§ Assignment:
Go to the line that contains "Enumerate the labels and symbols of the map in this" and transcribe from there to the end of the entries, that line and the last one included.

Dataset excerpts
┄┄┄┄┄┄
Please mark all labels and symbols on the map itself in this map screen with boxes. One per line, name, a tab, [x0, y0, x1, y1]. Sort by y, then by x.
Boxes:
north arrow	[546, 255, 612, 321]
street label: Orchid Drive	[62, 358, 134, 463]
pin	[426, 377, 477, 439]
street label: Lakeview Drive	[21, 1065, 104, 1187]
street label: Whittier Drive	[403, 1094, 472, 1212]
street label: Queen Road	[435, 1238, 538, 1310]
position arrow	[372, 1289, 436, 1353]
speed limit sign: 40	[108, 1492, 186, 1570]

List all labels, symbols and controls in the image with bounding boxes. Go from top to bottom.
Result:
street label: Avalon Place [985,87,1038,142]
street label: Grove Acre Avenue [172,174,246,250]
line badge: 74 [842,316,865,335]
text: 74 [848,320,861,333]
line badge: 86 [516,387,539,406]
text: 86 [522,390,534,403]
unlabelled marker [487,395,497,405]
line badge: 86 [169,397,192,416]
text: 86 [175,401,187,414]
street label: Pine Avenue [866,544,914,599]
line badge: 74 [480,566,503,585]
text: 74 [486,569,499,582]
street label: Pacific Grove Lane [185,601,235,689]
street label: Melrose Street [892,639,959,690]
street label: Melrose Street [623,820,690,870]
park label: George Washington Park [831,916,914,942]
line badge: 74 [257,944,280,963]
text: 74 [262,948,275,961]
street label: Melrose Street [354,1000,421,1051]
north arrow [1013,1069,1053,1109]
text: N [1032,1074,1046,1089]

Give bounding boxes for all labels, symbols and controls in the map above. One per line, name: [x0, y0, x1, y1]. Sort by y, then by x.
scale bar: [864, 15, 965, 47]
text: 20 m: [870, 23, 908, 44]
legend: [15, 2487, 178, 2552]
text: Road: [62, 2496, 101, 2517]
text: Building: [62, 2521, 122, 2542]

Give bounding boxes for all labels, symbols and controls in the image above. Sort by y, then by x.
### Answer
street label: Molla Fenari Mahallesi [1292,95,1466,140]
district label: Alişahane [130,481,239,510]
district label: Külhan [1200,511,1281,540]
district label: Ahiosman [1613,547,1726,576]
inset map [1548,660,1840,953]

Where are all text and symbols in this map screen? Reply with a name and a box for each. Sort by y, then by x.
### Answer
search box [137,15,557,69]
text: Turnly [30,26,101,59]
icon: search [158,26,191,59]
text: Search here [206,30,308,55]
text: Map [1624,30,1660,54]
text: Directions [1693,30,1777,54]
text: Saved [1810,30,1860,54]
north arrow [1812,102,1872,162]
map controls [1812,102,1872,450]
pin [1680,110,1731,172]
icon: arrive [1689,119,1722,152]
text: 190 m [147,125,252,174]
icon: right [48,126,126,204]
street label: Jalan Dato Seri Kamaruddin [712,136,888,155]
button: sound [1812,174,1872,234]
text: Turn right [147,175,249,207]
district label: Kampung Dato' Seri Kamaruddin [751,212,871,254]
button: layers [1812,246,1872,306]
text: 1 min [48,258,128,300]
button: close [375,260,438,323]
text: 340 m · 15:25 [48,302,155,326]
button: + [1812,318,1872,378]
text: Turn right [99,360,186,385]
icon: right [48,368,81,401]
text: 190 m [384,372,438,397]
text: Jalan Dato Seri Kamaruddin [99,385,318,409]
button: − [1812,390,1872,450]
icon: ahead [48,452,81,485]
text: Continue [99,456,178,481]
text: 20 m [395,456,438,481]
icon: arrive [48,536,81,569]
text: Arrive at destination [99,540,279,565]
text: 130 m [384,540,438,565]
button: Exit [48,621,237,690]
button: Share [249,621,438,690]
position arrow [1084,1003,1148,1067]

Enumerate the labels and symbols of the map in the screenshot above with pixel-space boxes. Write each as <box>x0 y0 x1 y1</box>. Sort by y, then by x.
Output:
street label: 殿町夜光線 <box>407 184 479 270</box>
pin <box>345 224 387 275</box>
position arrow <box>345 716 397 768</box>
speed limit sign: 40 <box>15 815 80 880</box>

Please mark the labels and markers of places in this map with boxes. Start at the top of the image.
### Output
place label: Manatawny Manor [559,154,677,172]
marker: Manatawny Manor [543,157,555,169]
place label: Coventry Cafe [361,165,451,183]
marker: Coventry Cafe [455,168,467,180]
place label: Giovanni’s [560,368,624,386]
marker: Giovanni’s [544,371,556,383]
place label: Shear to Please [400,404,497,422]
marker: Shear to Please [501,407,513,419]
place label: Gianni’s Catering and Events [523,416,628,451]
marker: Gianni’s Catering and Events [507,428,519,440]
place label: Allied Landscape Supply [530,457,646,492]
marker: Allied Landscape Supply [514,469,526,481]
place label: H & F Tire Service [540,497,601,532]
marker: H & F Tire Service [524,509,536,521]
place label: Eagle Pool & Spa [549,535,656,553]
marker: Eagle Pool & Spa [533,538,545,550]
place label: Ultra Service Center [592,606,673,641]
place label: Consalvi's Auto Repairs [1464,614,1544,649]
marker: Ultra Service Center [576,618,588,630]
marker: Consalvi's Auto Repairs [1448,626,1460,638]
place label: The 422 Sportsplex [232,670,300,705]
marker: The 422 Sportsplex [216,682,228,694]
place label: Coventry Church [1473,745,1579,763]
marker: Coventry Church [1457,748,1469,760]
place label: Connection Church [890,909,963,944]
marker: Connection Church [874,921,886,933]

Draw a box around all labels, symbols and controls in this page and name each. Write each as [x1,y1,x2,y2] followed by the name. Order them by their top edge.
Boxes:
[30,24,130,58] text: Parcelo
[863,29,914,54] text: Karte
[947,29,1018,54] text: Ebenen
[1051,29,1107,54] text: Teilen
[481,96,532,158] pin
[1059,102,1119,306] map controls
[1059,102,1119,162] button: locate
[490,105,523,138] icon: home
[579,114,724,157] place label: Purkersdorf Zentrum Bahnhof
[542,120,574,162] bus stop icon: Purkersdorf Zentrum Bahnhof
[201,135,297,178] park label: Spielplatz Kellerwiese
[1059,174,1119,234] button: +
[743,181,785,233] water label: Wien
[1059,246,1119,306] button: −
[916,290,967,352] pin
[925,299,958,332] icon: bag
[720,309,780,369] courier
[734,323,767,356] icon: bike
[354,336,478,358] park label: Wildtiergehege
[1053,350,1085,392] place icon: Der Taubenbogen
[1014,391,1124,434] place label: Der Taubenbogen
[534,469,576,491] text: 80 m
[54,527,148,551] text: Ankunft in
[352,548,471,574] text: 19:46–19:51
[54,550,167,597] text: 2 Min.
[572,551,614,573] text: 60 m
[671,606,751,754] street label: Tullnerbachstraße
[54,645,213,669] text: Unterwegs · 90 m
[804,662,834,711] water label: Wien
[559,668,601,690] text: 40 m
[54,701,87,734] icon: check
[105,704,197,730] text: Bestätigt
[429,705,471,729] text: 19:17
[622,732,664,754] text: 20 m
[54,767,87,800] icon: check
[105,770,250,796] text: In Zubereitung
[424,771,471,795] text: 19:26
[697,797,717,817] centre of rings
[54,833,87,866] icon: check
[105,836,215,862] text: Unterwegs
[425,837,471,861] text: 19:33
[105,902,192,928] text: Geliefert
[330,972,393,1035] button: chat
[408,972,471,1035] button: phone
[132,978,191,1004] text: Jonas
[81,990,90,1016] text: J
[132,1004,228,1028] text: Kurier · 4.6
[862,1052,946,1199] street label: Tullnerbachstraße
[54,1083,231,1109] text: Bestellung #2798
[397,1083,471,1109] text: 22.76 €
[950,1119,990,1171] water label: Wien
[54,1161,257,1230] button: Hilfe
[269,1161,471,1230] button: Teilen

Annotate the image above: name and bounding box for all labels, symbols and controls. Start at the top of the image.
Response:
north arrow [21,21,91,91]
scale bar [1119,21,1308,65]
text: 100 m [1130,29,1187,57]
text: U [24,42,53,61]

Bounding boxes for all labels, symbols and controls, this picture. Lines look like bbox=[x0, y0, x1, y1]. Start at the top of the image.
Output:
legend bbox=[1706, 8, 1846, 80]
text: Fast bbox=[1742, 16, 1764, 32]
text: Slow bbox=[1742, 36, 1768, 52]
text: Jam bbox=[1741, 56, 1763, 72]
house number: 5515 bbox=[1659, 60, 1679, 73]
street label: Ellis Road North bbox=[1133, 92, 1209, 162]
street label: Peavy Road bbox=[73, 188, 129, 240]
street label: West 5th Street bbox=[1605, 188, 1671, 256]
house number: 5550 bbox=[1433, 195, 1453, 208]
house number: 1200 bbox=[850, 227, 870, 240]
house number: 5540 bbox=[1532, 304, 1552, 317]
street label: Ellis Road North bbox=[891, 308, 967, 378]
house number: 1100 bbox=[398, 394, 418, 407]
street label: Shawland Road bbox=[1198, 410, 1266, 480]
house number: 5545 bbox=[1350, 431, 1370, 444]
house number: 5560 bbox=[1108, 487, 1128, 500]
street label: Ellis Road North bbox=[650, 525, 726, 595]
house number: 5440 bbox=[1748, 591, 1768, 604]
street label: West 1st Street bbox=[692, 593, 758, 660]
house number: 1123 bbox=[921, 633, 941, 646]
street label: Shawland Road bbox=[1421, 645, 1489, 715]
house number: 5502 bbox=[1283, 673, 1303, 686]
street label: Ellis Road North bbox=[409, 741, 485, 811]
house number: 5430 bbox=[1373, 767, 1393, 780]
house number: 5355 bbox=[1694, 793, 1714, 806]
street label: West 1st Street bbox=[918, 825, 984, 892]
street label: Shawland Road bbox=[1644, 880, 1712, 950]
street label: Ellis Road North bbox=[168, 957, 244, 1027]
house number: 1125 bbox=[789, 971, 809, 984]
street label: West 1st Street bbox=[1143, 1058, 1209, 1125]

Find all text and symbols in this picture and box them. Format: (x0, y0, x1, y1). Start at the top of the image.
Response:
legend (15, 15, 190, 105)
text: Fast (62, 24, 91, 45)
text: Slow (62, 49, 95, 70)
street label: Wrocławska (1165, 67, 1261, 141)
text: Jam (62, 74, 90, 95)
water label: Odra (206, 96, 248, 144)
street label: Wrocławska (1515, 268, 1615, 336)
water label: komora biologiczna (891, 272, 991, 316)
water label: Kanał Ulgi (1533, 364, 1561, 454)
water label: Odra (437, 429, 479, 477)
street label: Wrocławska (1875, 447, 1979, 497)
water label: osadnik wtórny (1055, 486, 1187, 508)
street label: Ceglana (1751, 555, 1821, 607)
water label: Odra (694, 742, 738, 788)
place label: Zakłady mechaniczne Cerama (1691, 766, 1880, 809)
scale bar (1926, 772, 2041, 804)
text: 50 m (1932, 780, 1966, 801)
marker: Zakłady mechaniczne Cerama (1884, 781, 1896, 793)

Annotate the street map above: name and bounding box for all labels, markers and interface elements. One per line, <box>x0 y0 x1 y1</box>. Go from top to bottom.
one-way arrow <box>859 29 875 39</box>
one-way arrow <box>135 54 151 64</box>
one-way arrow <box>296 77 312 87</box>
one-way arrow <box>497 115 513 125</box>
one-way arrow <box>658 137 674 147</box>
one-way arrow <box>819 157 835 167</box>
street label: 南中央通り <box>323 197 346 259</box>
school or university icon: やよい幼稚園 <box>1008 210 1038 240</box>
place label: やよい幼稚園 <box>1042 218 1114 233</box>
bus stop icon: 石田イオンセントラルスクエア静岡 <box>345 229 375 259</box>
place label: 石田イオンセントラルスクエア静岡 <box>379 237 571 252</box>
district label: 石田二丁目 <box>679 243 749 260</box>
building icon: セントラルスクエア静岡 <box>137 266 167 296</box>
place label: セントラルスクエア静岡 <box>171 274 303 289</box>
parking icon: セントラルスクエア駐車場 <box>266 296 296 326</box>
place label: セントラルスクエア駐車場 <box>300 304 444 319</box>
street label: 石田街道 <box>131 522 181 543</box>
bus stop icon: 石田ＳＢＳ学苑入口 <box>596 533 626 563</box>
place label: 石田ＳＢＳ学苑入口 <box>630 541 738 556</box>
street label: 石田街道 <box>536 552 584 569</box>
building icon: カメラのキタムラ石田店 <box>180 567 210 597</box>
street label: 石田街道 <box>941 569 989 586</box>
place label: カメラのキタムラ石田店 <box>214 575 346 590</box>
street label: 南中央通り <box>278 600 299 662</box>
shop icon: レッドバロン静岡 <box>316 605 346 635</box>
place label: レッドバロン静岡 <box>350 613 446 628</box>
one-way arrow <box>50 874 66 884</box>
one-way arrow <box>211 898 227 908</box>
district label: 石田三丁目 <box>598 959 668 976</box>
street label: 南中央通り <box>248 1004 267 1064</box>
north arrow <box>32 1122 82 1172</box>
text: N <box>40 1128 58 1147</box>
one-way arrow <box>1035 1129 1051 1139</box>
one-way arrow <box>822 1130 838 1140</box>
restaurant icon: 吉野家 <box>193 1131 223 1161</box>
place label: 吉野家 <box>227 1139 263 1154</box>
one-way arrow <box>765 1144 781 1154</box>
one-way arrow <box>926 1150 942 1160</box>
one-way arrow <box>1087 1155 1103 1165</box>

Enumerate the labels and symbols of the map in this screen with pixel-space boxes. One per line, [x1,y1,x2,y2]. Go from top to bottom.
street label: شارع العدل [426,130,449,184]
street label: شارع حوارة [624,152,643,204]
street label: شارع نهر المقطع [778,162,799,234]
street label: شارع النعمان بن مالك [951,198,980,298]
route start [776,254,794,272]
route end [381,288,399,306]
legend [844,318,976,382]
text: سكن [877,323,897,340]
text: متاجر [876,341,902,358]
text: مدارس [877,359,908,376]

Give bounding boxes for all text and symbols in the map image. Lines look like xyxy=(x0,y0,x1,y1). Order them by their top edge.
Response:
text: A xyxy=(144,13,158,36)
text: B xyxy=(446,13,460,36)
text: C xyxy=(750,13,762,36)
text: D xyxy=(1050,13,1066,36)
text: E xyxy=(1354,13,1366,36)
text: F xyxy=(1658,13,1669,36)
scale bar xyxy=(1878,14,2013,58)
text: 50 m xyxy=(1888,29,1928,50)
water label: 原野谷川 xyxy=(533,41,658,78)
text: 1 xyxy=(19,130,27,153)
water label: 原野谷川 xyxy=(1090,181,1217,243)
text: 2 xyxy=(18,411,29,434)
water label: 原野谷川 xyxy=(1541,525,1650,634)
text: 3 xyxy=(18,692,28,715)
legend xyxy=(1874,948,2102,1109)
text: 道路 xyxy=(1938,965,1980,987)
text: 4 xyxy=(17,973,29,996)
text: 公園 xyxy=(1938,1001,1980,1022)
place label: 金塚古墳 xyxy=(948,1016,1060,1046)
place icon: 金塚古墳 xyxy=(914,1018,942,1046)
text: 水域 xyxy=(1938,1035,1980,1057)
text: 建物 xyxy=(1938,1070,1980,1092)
┄┄┄┄┄┄
§ Completed exercise:
Enumerate the labels and symbols of the map in this screen with pixel-space boxes. One per line, [x1,y1,x2,y2]. Go from top to bottom.
street label: شارع العدل [426,130,449,184]
street label: شارع حوارة [624,152,643,204]
street label: شارع نهر المقطع [778,162,799,234]
street label: شارع النعمان بن مالك [951,198,980,298]
route start [776,254,794,272]
route end [381,288,399,306]
legend [844,318,976,382]
text: سكن [877,323,897,340]
text: متاجر [876,341,902,358]
text: مدارس [877,359,908,376]

Give bounding boxes for all text and symbols in the map image. Lines look like xyxy=(x0,y0,x1,y1). Order them by their top edge.
Response:
text: A xyxy=(144,13,158,36)
text: B xyxy=(446,13,460,36)
text: C xyxy=(750,13,762,36)
text: D xyxy=(1050,13,1066,36)
text: E xyxy=(1354,13,1366,36)
text: F xyxy=(1658,13,1669,36)
scale bar xyxy=(1878,14,2013,58)
text: 50 m xyxy=(1888,29,1928,50)
water label: 原野谷川 xyxy=(533,41,658,78)
text: 1 xyxy=(19,130,27,153)
water label: 原野谷川 xyxy=(1090,181,1217,243)
text: 2 xyxy=(18,411,29,434)
water label: 原野谷川 xyxy=(1541,525,1650,634)
text: 3 xyxy=(18,692,28,715)
legend xyxy=(1874,948,2102,1109)
text: 道路 xyxy=(1938,965,1980,987)
text: 4 xyxy=(17,973,29,996)
text: 公園 xyxy=(1938,1001,1980,1022)
place label: 金塚古墳 xyxy=(948,1016,1060,1046)
place icon: 金塚古墳 xyxy=(914,1018,942,1046)
text: 水域 xyxy=(1938,1035,1980,1057)
text: 建物 xyxy=(1938,1070,1980,1092)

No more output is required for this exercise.